▶ **EXERCISE**
The records below are to be restated word for word, with every picture left out.

------ DATASET EXCERPTS ------

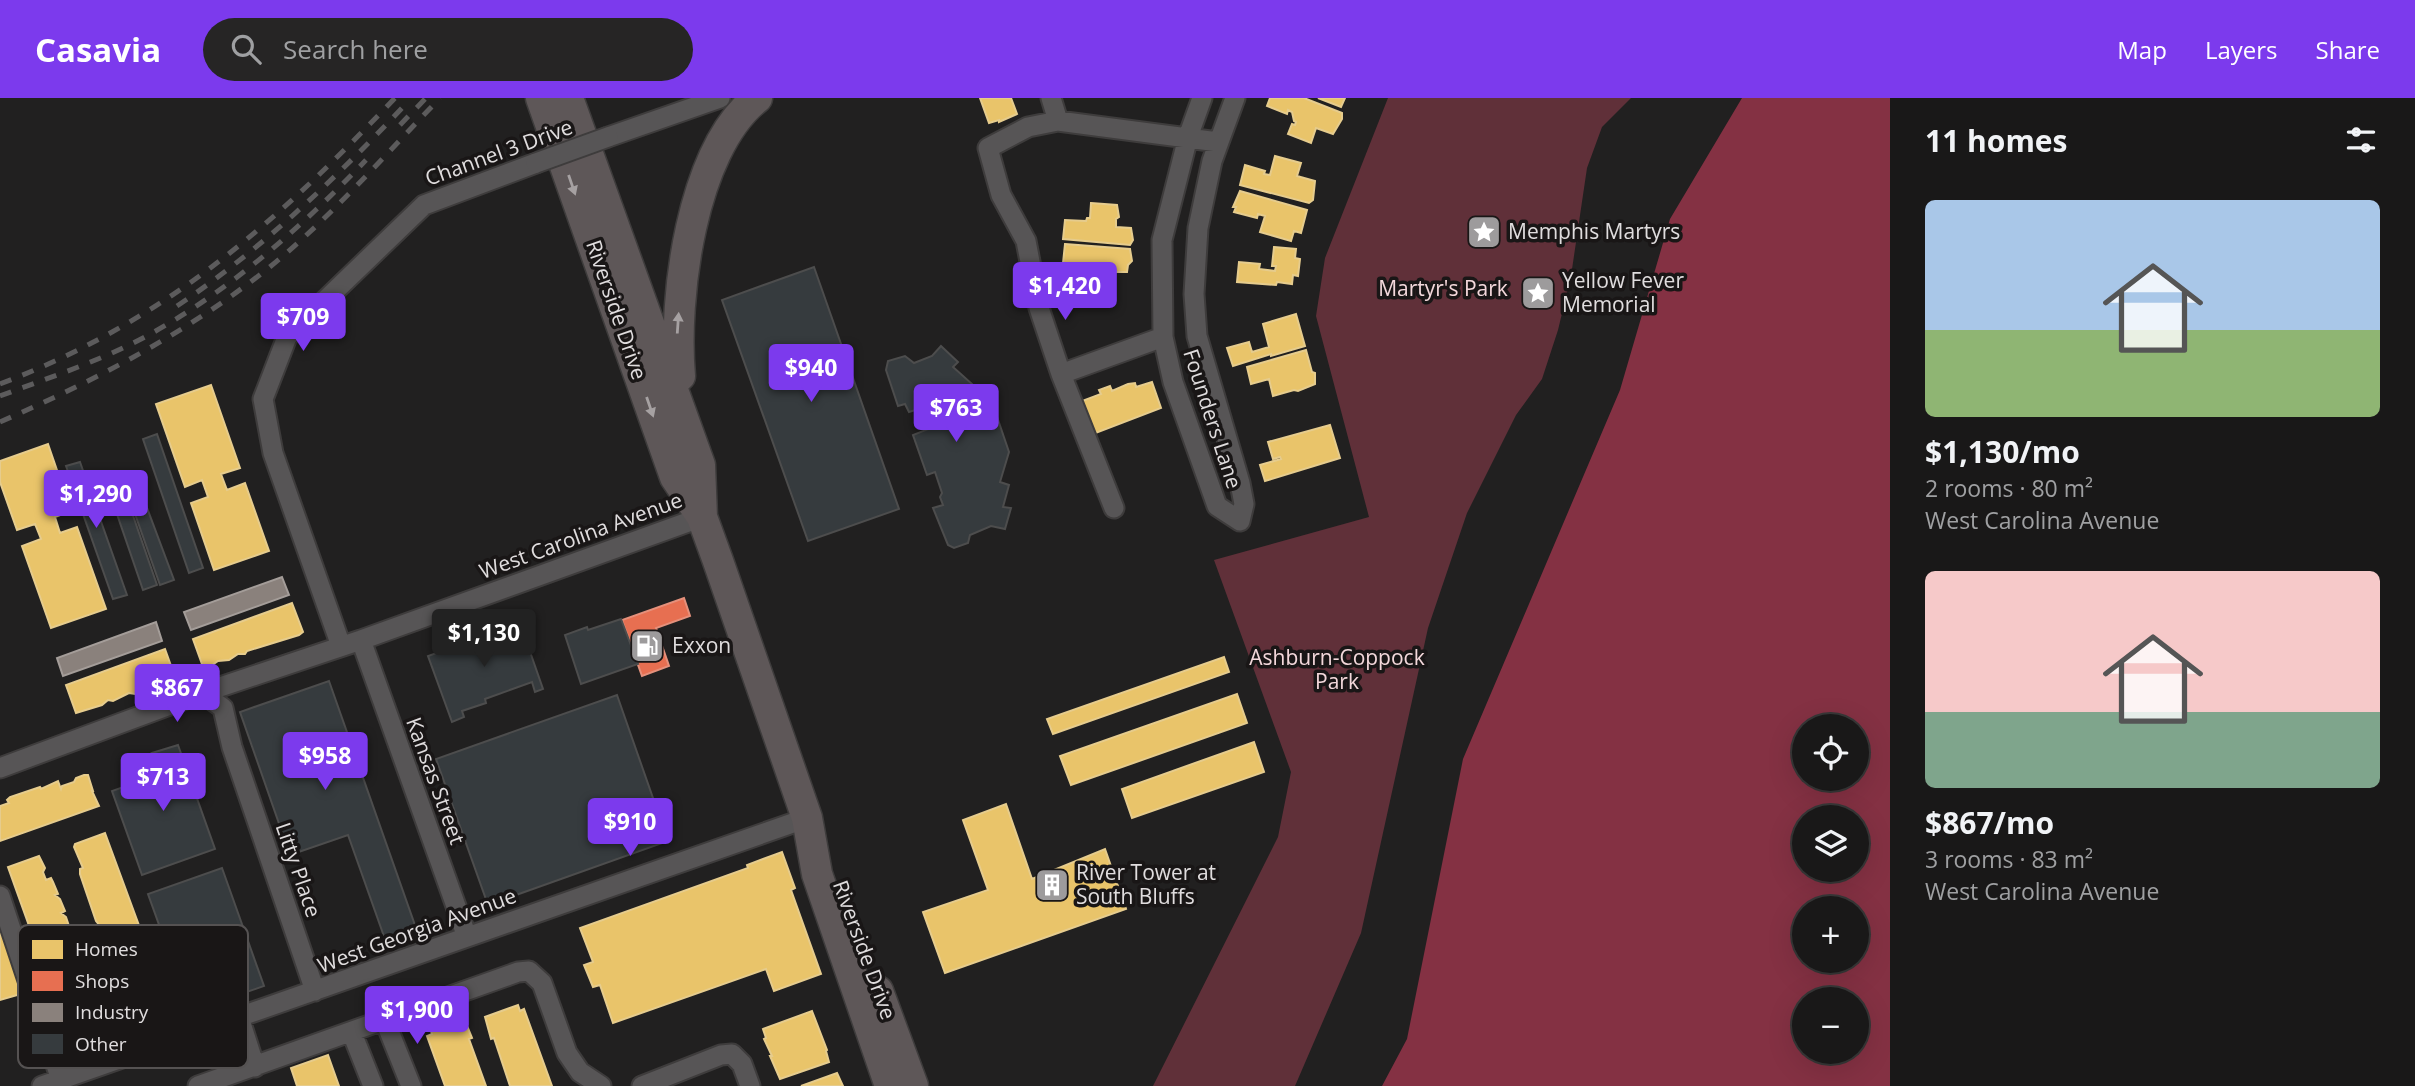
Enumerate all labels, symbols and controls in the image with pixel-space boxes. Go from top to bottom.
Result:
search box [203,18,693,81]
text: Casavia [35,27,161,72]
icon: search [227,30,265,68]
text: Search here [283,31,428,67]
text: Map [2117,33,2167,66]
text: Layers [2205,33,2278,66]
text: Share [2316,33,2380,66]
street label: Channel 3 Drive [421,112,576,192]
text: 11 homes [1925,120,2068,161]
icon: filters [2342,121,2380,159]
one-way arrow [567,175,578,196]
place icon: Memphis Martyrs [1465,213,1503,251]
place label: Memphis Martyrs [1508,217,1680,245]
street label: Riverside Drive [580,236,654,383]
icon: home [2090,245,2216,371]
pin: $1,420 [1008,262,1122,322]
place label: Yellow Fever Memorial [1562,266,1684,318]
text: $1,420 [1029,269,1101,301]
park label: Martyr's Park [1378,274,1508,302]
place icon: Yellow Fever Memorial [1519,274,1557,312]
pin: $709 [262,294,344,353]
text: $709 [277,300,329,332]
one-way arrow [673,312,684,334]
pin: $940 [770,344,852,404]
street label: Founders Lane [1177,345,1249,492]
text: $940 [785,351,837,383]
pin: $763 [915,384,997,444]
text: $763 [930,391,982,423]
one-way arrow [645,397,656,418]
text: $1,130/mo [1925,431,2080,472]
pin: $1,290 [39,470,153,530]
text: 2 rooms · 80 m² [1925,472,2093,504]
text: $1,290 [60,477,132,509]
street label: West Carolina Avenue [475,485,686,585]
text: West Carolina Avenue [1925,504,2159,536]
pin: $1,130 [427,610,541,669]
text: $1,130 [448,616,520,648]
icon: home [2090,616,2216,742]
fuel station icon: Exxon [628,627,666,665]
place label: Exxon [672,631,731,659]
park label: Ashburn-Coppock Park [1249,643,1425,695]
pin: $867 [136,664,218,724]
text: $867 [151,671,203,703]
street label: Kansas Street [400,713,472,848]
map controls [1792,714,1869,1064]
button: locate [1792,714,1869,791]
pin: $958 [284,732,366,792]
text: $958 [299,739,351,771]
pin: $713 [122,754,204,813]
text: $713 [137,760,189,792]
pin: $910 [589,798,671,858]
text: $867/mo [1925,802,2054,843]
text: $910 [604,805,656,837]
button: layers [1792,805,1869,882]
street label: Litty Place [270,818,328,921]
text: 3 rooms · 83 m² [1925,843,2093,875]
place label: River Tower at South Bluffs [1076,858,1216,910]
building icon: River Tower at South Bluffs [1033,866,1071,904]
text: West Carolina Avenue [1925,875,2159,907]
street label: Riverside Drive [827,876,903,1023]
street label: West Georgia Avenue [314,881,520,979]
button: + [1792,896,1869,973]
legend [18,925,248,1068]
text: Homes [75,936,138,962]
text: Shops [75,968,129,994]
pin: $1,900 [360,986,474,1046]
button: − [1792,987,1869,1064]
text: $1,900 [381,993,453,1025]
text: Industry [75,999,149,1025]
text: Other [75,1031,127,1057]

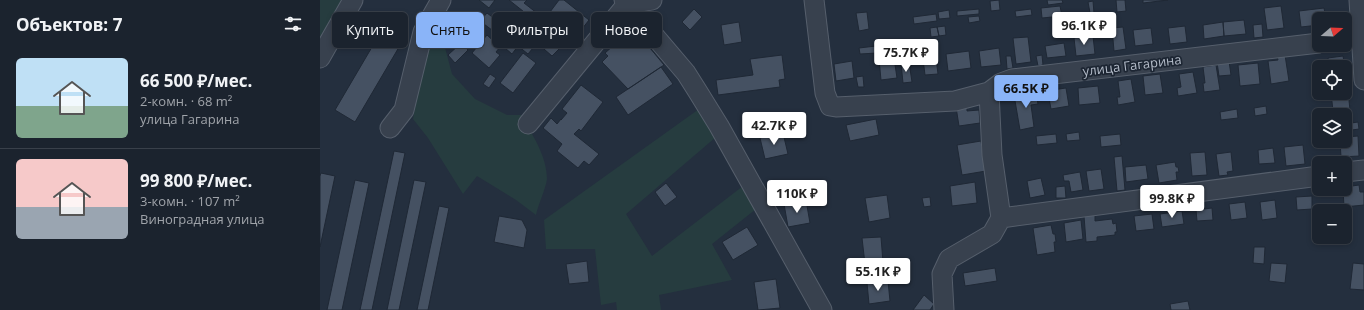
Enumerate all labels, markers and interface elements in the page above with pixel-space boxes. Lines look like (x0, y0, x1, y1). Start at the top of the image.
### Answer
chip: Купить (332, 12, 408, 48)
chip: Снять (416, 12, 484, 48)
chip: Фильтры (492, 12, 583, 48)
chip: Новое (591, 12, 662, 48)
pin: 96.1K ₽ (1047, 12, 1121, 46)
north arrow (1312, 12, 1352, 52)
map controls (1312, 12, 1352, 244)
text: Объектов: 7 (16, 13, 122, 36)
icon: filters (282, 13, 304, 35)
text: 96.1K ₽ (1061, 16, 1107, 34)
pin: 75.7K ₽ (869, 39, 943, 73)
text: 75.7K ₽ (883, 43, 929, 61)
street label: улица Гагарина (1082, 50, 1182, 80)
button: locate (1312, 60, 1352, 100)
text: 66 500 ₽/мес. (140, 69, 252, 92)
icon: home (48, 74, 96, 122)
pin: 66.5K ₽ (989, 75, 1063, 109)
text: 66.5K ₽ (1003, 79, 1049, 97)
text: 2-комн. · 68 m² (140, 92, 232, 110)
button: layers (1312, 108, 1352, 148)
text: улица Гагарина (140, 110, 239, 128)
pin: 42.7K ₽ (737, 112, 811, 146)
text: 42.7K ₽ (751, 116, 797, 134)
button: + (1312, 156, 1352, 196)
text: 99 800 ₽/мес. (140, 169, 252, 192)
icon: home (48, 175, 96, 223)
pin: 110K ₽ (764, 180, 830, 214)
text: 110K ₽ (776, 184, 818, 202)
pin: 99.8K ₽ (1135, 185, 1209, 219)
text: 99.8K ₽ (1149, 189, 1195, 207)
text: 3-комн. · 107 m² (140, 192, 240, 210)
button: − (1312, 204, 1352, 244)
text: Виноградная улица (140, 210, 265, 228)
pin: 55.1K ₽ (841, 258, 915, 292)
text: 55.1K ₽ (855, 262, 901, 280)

------

▶ **PROBLEM SOLUTION**
Enumerate all labels, symbols and controls in the image with pixel-space boxes. Go from top to bottom.
Result:
search box [203,18,693,81]
text: Casavia [35,27,161,72]
icon: search [227,30,265,68]
text: Search here [283,31,428,67]
text: Map [2117,33,2167,66]
text: Layers [2205,33,2278,66]
text: Share [2316,33,2380,66]
street label: Channel 3 Drive [421,112,576,192]
text: 11 homes [1925,120,2068,161]
icon: filters [2342,121,2380,159]
one-way arrow [567,175,578,196]
place icon: Memphis Martyrs [1465,213,1503,251]
place label: Memphis Martyrs [1508,217,1680,245]
street label: Riverside Drive [580,236,654,383]
icon: home [2090,245,2216,371]
pin: $1,420 [1008,262,1122,322]
place label: Yellow Fever Memorial [1562,266,1684,318]
text: $1,420 [1029,269,1101,301]
park label: Martyr's Park [1378,274,1508,302]
place icon: Yellow Fever Memorial [1519,274,1557,312]
pin: $709 [262,294,344,353]
text: $709 [277,300,329,332]
one-way arrow [673,312,684,334]
pin: $940 [770,344,852,404]
street label: Founders Lane [1177,345,1249,492]
text: $940 [785,351,837,383]
pin: $763 [915,384,997,444]
text: $763 [930,391,982,423]
one-way arrow [645,397,656,418]
text: $1,130/mo [1925,431,2080,472]
pin: $1,290 [39,470,153,530]
text: 2 rooms · 80 m² [1925,472,2093,504]
text: $1,290 [60,477,132,509]
street label: West Carolina Avenue [475,485,686,585]
text: West Carolina Avenue [1925,504,2159,536]
pin: $1,130 [427,610,541,669]
text: $1,130 [448,616,520,648]
icon: home [2090,616,2216,742]
fuel station icon: Exxon [628,627,666,665]
place label: Exxon [672,631,731,659]
park label: Ashburn-Coppock Park [1249,643,1425,695]
pin: $867 [136,664,218,724]
text: $867 [151,671,203,703]
street label: Kansas Street [400,713,472,848]
map controls [1792,714,1869,1064]
button: locate [1792,714,1869,791]
pin: $958 [284,732,366,792]
text: $958 [299,739,351,771]
pin: $713 [122,754,204,813]
text: $713 [137,760,189,792]
pin: $910 [589,798,671,858]
text: $867/mo [1925,802,2054,843]
text: $910 [604,805,656,837]
button: layers [1792,805,1869,882]
street label: Litty Place [270,818,328,921]
text: 3 rooms · 83 m² [1925,843,2093,875]
place label: River Tower at South Bluffs [1076,858,1216,910]
building icon: River Tower at South Bluffs [1033,866,1071,904]
text: West Carolina Avenue [1925,875,2159,907]
street label: Riverside Drive [827,876,903,1023]
street label: West Georgia Avenue [314,881,520,979]
button: + [1792,896,1869,973]
legend [18,925,248,1068]
text: Homes [75,936,138,962]
text: Shops [75,968,129,994]
pin: $1,900 [360,986,474,1046]
button: − [1792,987,1869,1064]
text: $1,900 [381,993,453,1025]
text: Industry [75,999,149,1025]
text: Other [75,1031,127,1057]

Enumerate all labels, markers and interface elements in the page above with pixel-space boxes. Lines look like (x0, y0, x1, y1). Start at the top of the image.
### Answer
chip: Купить (332, 12, 408, 48)
chip: Снять (416, 12, 484, 48)
chip: Фильтры (492, 12, 583, 48)
chip: Новое (591, 12, 662, 48)
pin: 96.1K ₽ (1047, 12, 1121, 46)
north arrow (1312, 12, 1352, 52)
map controls (1312, 12, 1352, 244)
text: Объектов: 7 (16, 13, 122, 36)
icon: filters (282, 13, 304, 35)
text: 96.1K ₽ (1061, 16, 1107, 34)
pin: 75.7K ₽ (869, 39, 943, 73)
text: 75.7K ₽ (883, 43, 929, 61)
street label: улица Гагарина (1082, 50, 1182, 80)
button: locate (1312, 60, 1352, 100)
text: 66 500 ₽/мес. (140, 69, 252, 92)
icon: home (48, 74, 96, 122)
pin: 66.5K ₽ (989, 75, 1063, 109)
text: 66.5K ₽ (1003, 79, 1049, 97)
text: 2-комн. · 68 m² (140, 92, 232, 110)
button: layers (1312, 108, 1352, 148)
text: улица Гагарина (140, 110, 239, 128)
pin: 42.7K ₽ (737, 112, 811, 146)
text: 42.7K ₽ (751, 116, 797, 134)
button: + (1312, 156, 1352, 196)
text: 99 800 ₽/мес. (140, 169, 252, 192)
icon: home (48, 175, 96, 223)
pin: 110K ₽ (764, 180, 830, 214)
text: 110K ₽ (776, 184, 818, 202)
pin: 99.8K ₽ (1135, 185, 1209, 219)
text: 99.8K ₽ (1149, 189, 1195, 207)
text: 3-комн. · 107 m² (140, 192, 240, 210)
button: − (1312, 204, 1352, 244)
text: Виноградная улица (140, 210, 265, 228)
pin: 55.1K ₽ (841, 258, 915, 292)
text: 55.1K ₽ (855, 262, 901, 280)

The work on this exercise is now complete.